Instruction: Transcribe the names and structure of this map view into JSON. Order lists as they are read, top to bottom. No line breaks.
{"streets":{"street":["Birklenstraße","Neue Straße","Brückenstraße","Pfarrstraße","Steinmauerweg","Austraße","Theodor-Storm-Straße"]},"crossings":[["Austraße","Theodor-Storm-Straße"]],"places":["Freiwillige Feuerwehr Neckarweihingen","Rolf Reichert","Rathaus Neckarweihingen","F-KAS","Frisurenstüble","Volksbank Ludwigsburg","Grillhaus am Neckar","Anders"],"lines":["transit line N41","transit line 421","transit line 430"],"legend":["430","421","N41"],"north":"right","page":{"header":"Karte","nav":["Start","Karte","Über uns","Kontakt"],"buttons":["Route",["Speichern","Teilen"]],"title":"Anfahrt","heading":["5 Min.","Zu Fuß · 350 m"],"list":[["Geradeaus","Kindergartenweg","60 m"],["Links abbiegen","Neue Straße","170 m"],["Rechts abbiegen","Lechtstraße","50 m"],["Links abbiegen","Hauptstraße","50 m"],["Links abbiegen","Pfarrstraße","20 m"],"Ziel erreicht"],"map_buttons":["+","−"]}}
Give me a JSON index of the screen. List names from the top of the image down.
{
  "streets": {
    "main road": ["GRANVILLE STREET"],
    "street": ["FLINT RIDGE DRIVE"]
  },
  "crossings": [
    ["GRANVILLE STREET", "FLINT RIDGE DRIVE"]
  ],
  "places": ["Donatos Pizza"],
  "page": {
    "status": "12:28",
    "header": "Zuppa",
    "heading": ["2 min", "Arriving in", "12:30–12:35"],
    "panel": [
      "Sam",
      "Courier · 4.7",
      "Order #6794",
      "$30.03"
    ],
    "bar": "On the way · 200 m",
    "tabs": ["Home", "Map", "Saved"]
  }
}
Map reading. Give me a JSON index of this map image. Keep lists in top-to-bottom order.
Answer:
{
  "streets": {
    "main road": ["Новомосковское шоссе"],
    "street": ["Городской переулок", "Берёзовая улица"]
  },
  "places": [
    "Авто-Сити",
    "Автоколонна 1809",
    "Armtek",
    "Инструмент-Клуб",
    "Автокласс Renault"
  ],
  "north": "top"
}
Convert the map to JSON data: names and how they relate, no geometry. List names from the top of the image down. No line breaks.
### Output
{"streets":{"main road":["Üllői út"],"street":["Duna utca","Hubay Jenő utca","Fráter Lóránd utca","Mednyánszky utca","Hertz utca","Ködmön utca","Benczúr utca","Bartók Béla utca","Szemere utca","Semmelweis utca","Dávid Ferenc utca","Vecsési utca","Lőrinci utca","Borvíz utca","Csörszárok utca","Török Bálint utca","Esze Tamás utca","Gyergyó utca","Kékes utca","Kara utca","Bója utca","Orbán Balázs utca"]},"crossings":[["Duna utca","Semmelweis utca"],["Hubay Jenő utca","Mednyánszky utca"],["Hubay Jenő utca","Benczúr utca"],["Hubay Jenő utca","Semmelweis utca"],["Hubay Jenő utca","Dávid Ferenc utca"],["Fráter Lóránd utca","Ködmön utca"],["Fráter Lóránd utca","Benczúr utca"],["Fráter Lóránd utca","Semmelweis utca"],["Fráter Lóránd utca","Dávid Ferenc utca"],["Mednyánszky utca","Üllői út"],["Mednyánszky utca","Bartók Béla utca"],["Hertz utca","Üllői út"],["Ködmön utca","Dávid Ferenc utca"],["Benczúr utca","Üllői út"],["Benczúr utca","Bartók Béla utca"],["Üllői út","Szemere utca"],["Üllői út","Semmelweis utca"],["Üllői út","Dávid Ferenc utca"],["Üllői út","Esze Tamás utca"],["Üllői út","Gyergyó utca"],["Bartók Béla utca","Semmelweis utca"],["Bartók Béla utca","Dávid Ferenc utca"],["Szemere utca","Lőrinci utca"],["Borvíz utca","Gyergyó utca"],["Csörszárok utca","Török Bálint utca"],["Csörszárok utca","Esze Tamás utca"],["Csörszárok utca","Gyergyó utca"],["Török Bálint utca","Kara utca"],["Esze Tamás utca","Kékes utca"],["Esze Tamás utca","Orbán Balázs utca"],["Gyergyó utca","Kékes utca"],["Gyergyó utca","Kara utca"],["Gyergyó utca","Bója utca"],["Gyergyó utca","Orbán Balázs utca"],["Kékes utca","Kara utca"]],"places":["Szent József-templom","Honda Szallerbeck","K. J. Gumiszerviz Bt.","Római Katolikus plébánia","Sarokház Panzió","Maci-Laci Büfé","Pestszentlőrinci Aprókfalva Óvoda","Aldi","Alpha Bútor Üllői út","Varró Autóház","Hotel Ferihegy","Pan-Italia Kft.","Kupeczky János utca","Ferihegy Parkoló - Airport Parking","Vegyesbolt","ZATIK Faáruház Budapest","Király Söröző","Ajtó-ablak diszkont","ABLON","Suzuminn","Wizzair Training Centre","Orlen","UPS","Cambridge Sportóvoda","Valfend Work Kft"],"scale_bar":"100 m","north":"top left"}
══════════════════════════════
▶ What to do
Every record shown above should be set down again exactly.

▶ Solved problem
Instruction: Transcribe the names and structure of this map view into JSON. Order lists as they are read, top to bottom. No line breaks.
{"streets":{"street":["Birklenstraße","Neue Straße","Brückenstraße","Pfarrstraße","Steinmauerweg","Austraße","Theodor-Storm-Straße"]},"crossings":[["Austraße","Theodor-Storm-Straße"]],"places":["Freiwillige Feuerwehr Neckarweihingen","Rolf Reichert","Rathaus Neckarweihingen","F-KAS","Frisurenstüble","Volksbank Ludwigsburg","Grillhaus am Neckar","Anders"],"lines":["transit line N41","transit line 421","transit line 430"],"legend":["430","421","N41"],"north":"right","page":{"header":"Karte","nav":["Start","Karte","Über uns","Kontakt"],"buttons":["Route",["Speichern","Teilen"]],"title":"Anfahrt","heading":["5 Min.","Zu Fuß · 350 m"],"list":[["Geradeaus","Kindergartenweg","60 m"],["Links abbiegen","Neue Straße","170 m"],["Rechts abbiegen","Lechtstraße","50 m"],["Links abbiegen","Hauptstraße","50 m"],["Links abbiegen","Pfarrstraße","20 m"],"Ziel erreicht"],"map_buttons":["+","−"]}}
Give me a JSON index of the screen. List names from the top of the image down.
{
  "streets": {
    "main road": ["GRANVILLE STREET"],
    "street": ["FLINT RIDGE DRIVE"]
  },
  "crossings": [
    ["GRANVILLE STREET", "FLINT RIDGE DRIVE"]
  ],
  "places": ["Donatos Pizza"],
  "page": {
    "status": "12:28",
    "header": "Zuppa",
    "heading": ["2 min", "Arriving in", "12:30–12:35"],
    "panel": [
      "Sam",
      "Courier · 4.7",
      "Order #6794",
      "$30.03"
    ],
    "bar": "On the way · 200 m",
    "tabs": ["Home", "Map", "Saved"]
  }
}
Map reading. Give me a JSON index of this map image. Keep lists in top-to-bottom order.
Answer:
{
  "streets": {
    "main road": ["Новомосковское шоссе"],
    "street": ["Городской переулок", "Берёзовая улица"]
  },
  "places": [
    "Авто-Сити",
    "Автоколонна 1809",
    "Armtek",
    "Инструмент-Клуб",
    "Автокласс Renault"
  ],
  "north": "top"
}
Convert the map to JSON data: names and how they relate, no geometry. List names from the top of the image down. No line breaks.
### Output
{"streets":{"main road":["Üllői út"],"street":["Duna utca","Hubay Jenő utca","Fráter Lóránd utca","Mednyánszky utca","Hertz utca","Ködmön utca","Benczúr utca","Bartók Béla utca","Szemere utca","Semmelweis utca","Dávid Ferenc utca","Vecsési utca","Lőrinci utca","Borvíz utca","Csörszárok utca","Török Bálint utca","Esze Tamás utca","Gyergyó utca","Kékes utca","Kara utca","Bója utca","Orbán Balázs utca"]},"crossings":[["Duna utca","Semmelweis utca"],["Hubay Jenő utca","Mednyánszky utca"],["Hubay Jenő utca","Benczúr utca"],["Hubay Jenő utca","Semmelweis utca"],["Hubay Jenő utca","Dávid Ferenc utca"],["Fráter Lóránd utca","Ködmön utca"],["Fráter Lóránd utca","Benczúr utca"],["Fráter Lóránd utca","Semmelweis utca"],["Fráter Lóránd utca","Dávid Ferenc utca"],["Mednyánszky utca","Üllői út"],["Mednyánszky utca","Bartók Béla utca"],["Hertz utca","Üllői út"],["Ködmön utca","Dávid Ferenc utca"],["Benczúr utca","Üllői út"],["Benczúr utca","Bartók Béla utca"],["Üllői út","Szemere utca"],["Üllői út","Semmelweis utca"],["Üllői út","Dávid Ferenc utca"],["Üllői út","Esze Tamás utca"],["Üllői út","Gyergyó utca"],["Bartók Béla utca","Semmelweis utca"],["Bartók Béla utca","Dávid Ferenc utca"],["Szemere utca","Lőrinci utca"],["Borvíz utca","Gyergyó utca"],["Csörszárok utca","Török Bálint utca"],["Csörszárok utca","Esze Tamás utca"],["Csörszárok utca","Gyergyó utca"],["Török Bálint utca","Kara utca"],["Esze Tamás utca","Kékes utca"],["Esze Tamás utca","Orbán Balázs utca"],["Gyergyó utca","Kékes utca"],["Gyergyó utca","Kara utca"],["Gyergyó utca","Bója utca"],["Gyergyó utca","Orbán Balázs utca"],["Kékes utca","Kara utca"]],"places":["Szent József-templom","Honda Szallerbeck","K. J. Gumiszerviz Bt.","Római Katolikus plébánia","Sarokház Panzió","Maci-Laci Büfé","Pestszentlőrinci Aprókfalva Óvoda","Aldi","Alpha Bútor Üllői út","Varró Autóház","Hotel Ferihegy","Pan-Italia Kft.","Kupeczky János utca","Ferihegy Parkoló - Airport Parking","Vegyesbolt","ZATIK Faáruház Budapest","Király Söröző","Ajtó-ablak diszkont","ABLON","Suzuminn","Wizzair Training Centre","Orlen","UPS","Cambridge Sportóvoda","Valfend Work Kft"],"scale_bar":"100 m","north":"top left"}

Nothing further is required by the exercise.